A responsabilidade social em voga
A preocupação com o TI verde ficou evidente com um dos dados da pesquisa: 73% dos participantes esperam um aumento nos orçamentos para TI verde ao longo dos próximos 12 meses. No Brasil, esse percentual é ainda maior, de 78%.
Os gastos previstos com as contas de consumo elétrico do data centers ficou entre US$ 21 milhões e US$ 27 milhões. No entanto, ao mesmo tempo, concluiu-se que o segmento de TI está disposto a pagar mais por produtos eficientes no consumo de energia.
Dois terços dos participantes disseram estar dispostos a pagar ao menos 10% a mais, enquanto 41% estariam dispostos a pagar pelo menos 20% a mais. Já 89% classificaram a eficiência dos produtos de TI como um aspecto importante na hora da compra.
"Ao longo dos últimos 12 meses, o segmento de TI surgiu como uma nova força para a implementação de iniciativas verdes - não apenas pelos benefícios gerados pela economia de energia, mas também pelo desejo cada vez maior das empresas de ter práticas ambientalmente responsáveis", declarou o vice-presidente de Soluções Globais da Symantec Corporation, Jose Iglesias.
"O pêndulo vai para os dois lados e o segmento de TI agora está utilizando uma estratégia equilibrada e muito mais integrada à estratégia 'verde' das organizações, o que pode ser comprovado pela quase totalidade dos entrevistados que afirmam já serem responsáveis pelos gastos de energia nos data centers".
O esforço das empresas
O TI verde é uma tendência no mundo corporativo: 83% dos departamentos de TI relataram que já são considerados responsáveis ou parcialmente cobrados pelo consumo de eletricidade, uma grande motivação para a redução dos custos dos departamento de TI com eletricidade.

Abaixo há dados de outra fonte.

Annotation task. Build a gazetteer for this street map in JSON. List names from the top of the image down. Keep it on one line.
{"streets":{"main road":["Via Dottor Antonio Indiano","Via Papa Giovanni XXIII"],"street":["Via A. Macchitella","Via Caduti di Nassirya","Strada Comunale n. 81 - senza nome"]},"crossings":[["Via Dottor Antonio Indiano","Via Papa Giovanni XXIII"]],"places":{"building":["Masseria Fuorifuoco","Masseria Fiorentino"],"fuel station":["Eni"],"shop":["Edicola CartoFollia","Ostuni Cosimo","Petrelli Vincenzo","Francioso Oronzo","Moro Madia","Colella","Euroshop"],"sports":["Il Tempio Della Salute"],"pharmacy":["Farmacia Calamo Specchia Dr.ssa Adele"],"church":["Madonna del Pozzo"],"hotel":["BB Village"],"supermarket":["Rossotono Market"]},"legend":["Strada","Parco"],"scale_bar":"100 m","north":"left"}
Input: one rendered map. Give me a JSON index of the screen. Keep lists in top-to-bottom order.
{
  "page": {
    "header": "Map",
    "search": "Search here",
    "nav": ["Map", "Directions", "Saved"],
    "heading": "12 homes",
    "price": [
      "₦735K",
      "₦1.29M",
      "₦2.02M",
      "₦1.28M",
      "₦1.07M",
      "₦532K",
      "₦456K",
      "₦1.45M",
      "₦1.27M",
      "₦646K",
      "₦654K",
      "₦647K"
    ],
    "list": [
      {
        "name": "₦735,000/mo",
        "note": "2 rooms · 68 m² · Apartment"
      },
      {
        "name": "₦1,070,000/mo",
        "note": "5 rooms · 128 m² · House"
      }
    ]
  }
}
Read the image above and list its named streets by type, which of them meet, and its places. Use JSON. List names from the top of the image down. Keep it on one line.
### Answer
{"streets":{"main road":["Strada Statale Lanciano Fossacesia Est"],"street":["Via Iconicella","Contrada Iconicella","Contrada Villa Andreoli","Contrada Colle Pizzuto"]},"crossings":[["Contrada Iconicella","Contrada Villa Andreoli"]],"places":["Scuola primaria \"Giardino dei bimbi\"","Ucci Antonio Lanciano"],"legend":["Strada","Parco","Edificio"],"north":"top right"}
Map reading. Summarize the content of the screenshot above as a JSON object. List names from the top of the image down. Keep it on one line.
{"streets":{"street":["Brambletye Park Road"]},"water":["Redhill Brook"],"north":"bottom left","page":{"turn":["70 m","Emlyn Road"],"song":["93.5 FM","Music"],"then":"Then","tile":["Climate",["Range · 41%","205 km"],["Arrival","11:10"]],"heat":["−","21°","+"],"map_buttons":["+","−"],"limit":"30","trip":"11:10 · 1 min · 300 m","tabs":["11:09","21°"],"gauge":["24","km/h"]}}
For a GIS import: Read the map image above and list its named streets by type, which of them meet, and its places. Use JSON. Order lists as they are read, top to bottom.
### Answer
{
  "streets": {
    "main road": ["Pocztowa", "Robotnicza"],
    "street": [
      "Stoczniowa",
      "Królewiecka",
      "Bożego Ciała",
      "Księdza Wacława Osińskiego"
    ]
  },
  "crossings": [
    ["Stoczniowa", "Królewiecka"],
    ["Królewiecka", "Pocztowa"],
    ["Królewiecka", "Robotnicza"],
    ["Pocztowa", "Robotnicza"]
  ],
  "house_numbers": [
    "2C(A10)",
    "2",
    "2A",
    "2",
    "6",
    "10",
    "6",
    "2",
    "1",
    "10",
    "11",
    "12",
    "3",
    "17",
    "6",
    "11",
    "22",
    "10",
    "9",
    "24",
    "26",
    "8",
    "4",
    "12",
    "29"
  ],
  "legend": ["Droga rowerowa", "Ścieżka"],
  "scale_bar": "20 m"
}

A pesquisa também mostrou que 89% consideram que o segmento de TI deve exercer um papel muito ou extremamente significativo nos esforços "verdes" e 94% possuem um profissional designado a cuidar de práticas ambientais, sendo que mais de um quinto mantém o foco exclusivo nas iniciativas de TI. O Brasil é um grande exemplo disso, com 84% das empresas afirmando que já têm um executivo designado para cuidar de iniciativas "verdes", sendo 22% desses profissionais da área de TI.
Iniciativas
Confira quais são as principais iniciativas verdes adotadas:
- Substituição de equipamentos antigos: 95% das empresas;
- Monitoramento do consumo de energia: 94%;
- Virtualização de suas estratégias verdes: 94%;
- Consolidação de servidores: 93%;
- Implementação do SaaS (Software as Service): 57%.
Os entrevistados do México e do Brasil sinalizaram que:
- O papel da área de TI é muito importante para ajudar as empresas no controle de emissões nocivas (52%);
- Estão criando um plano de TI verde (39%);
- Pagariam pelo menos 10% a mais por produtos energeticamente eficientes (3 a cada 10);
- Cada PC que permanece ligado por toda a noite representa para a empresa um gasto médio de US$ 100 a US$ 249 por ano.
A pesquisa foi realizada em março deste ano e contou com a participação de 1.052 executivos da área de TI de 15 países: Estados Unidos, Canadá, França, Itália, Inglaterra, Brasil, México, Austrália, Índia, Japão, Singapura, Malásia, Coreia do Sul, Nova Zelândia e China.